Set in the 24th century, the series follows the adventures of the Starfleet crew of the Federation starship Enterprise-D. In this episode, the almost-omnipotent entity known as "Q" (John de Lancie) arrives on the Enterprise and decides that Captain Jean-Luc Picard (Patrick Stewart) is ignorant and overconfident. Q then sends the ship across the galaxy where the crew make first contact with the cybernetically enhanced assimilating race known as the Borg. After first trying to make peace and then trying to destroy the ship, and failing at both, Picard is forced to beg for Q's help.

Costume designs were created by Dorinda Wood, while Michael Westmore developed the prosthetics worn on the actor's heads. The designs were reminiscent of creations of H. R. Giger and the character Lord Dread from the television series Captain Power and the Soldiers of the Future. The episode went over budget and nearly required additional filming time. "Q Who" was watched by 10.3 million viewers. The critical reception has been positive, with the episode described as the first "great episode" of the series.[1] It was nominated for three Emmy Awards, winning two.
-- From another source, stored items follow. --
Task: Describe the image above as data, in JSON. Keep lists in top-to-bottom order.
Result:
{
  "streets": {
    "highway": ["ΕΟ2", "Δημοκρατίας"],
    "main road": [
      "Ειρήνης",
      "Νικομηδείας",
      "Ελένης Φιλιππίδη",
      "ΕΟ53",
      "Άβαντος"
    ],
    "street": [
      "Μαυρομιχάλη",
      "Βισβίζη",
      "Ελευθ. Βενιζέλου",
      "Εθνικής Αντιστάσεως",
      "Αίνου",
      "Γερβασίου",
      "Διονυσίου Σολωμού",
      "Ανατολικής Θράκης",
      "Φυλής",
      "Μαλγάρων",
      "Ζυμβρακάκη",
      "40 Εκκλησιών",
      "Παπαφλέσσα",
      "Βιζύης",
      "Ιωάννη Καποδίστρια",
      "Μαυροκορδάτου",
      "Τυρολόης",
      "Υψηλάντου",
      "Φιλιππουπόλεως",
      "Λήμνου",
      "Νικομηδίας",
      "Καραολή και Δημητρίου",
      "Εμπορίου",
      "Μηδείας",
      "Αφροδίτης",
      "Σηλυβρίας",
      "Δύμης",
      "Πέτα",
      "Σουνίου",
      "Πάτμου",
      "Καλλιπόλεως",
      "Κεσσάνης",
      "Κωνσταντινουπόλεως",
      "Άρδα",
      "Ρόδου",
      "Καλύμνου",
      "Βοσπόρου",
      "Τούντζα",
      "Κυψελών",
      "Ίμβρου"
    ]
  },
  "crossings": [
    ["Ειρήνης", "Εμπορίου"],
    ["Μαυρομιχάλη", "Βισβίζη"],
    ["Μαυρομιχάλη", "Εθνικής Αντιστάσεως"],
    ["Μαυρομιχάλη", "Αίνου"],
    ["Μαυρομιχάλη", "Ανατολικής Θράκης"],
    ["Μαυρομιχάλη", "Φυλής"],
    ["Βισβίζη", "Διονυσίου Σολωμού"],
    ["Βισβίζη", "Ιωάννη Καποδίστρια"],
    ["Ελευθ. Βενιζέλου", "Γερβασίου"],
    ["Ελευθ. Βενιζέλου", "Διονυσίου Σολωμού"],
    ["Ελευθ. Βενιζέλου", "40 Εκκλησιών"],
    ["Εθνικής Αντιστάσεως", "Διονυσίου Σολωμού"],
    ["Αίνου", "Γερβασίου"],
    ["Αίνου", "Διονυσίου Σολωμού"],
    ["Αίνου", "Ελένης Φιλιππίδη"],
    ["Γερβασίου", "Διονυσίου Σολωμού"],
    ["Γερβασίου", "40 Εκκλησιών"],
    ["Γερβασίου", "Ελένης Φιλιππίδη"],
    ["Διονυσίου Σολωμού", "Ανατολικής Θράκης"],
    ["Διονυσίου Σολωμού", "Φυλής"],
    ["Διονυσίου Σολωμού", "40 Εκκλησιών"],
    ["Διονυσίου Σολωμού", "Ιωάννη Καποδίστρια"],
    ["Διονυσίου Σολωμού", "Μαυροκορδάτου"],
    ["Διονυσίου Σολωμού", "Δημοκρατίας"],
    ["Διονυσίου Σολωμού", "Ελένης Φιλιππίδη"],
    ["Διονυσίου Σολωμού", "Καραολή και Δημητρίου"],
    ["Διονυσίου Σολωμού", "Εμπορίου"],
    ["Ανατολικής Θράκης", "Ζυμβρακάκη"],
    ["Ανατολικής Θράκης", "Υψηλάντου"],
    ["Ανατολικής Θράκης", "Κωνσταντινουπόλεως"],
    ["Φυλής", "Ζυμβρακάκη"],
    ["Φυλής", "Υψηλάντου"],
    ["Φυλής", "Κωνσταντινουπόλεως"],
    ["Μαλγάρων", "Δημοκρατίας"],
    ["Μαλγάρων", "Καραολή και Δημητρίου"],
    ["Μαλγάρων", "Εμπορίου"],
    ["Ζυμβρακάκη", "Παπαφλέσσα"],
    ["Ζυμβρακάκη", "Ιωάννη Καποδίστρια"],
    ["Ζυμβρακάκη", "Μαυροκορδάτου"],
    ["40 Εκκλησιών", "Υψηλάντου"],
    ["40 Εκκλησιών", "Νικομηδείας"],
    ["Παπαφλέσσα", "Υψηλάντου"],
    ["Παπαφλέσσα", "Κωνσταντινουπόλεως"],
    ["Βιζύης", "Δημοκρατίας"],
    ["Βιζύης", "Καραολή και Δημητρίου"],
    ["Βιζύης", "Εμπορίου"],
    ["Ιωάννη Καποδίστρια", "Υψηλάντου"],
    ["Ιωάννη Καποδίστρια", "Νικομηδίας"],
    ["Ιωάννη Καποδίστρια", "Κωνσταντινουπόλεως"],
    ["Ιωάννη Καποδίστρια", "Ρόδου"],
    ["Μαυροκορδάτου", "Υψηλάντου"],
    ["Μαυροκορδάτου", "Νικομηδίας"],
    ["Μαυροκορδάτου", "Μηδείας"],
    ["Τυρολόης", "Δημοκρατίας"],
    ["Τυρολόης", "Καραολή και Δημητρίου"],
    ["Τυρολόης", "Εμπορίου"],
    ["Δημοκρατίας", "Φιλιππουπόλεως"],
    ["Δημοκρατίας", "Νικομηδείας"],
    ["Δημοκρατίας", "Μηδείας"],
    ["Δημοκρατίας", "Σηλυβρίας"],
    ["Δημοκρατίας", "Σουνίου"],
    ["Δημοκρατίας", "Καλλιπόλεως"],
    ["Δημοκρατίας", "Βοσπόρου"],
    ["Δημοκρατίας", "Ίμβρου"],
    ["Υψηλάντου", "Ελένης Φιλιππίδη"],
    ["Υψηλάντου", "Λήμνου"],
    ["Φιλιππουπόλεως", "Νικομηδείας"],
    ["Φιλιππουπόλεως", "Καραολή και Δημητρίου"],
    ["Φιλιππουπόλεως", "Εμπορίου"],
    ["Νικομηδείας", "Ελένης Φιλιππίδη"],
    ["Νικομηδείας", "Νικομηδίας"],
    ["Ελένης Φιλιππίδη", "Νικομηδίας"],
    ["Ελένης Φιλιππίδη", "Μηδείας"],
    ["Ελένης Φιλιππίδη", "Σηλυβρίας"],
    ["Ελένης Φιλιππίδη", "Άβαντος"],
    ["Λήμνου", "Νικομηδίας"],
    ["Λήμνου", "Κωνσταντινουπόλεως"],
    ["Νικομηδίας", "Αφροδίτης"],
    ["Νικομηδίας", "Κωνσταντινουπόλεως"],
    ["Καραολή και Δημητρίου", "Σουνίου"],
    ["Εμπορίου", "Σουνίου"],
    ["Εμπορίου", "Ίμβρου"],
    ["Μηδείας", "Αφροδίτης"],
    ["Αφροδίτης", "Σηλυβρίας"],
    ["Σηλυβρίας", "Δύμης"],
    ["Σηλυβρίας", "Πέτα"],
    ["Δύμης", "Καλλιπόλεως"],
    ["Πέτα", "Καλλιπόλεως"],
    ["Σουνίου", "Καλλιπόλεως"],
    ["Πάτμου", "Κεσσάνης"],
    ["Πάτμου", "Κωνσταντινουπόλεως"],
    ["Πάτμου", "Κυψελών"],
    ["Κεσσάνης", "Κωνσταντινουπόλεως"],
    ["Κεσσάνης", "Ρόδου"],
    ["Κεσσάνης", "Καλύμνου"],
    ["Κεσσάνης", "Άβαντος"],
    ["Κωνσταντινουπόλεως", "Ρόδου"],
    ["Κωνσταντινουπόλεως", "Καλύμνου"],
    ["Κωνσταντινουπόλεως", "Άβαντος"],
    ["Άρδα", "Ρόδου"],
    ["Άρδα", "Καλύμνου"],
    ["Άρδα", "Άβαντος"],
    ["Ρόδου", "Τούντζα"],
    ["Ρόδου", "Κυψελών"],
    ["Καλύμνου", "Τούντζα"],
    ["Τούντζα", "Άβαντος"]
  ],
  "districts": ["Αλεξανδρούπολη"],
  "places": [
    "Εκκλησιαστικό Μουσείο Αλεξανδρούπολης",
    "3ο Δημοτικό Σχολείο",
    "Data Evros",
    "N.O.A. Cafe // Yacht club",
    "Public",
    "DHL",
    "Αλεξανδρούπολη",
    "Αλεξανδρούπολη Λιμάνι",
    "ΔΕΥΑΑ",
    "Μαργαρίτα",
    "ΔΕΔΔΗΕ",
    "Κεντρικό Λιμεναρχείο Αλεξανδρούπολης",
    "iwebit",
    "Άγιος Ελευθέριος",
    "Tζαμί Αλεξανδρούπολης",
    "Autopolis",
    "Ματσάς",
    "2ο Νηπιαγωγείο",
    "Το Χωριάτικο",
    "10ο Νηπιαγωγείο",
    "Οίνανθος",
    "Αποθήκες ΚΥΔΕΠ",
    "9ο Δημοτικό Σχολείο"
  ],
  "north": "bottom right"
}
On his way back to his quarters, Captain Jean-Luc Picard (Patrick Stewart) steps off a turbolift and instead of finding himself in a corridor onboard the Enterprise, ends up on board a shuttlecraft with Q (John de Lancie) at the controls. Picard demands to be returned to the Enterprise; Q calls him "an impossibly stubborn human" and refuses to take him back until he agrees to at least hear Q's requests. Q then transports them to Ten Forward, where Guinan (Whoopi Goldberg), who recognizes him, warns Picard not to trust him. Q reveals that he wants to join the crew to assist them as they push further into unexplored regions of the galaxy, asserting they are not ready for the threats they will encounter. Picard chooses to make their own way into the unknown, and rejects Q's offer. Irritated by Picard's arrogance, Q sends the Enterprise thousands of light years across the galaxy, then disappears. Lt. Commander Data (Brent Spiner) reports that the nearest starbase is over two years away at maximum warp. A fearful Guinan warns Picard to set course for home immediately, but Picard is curious to explore.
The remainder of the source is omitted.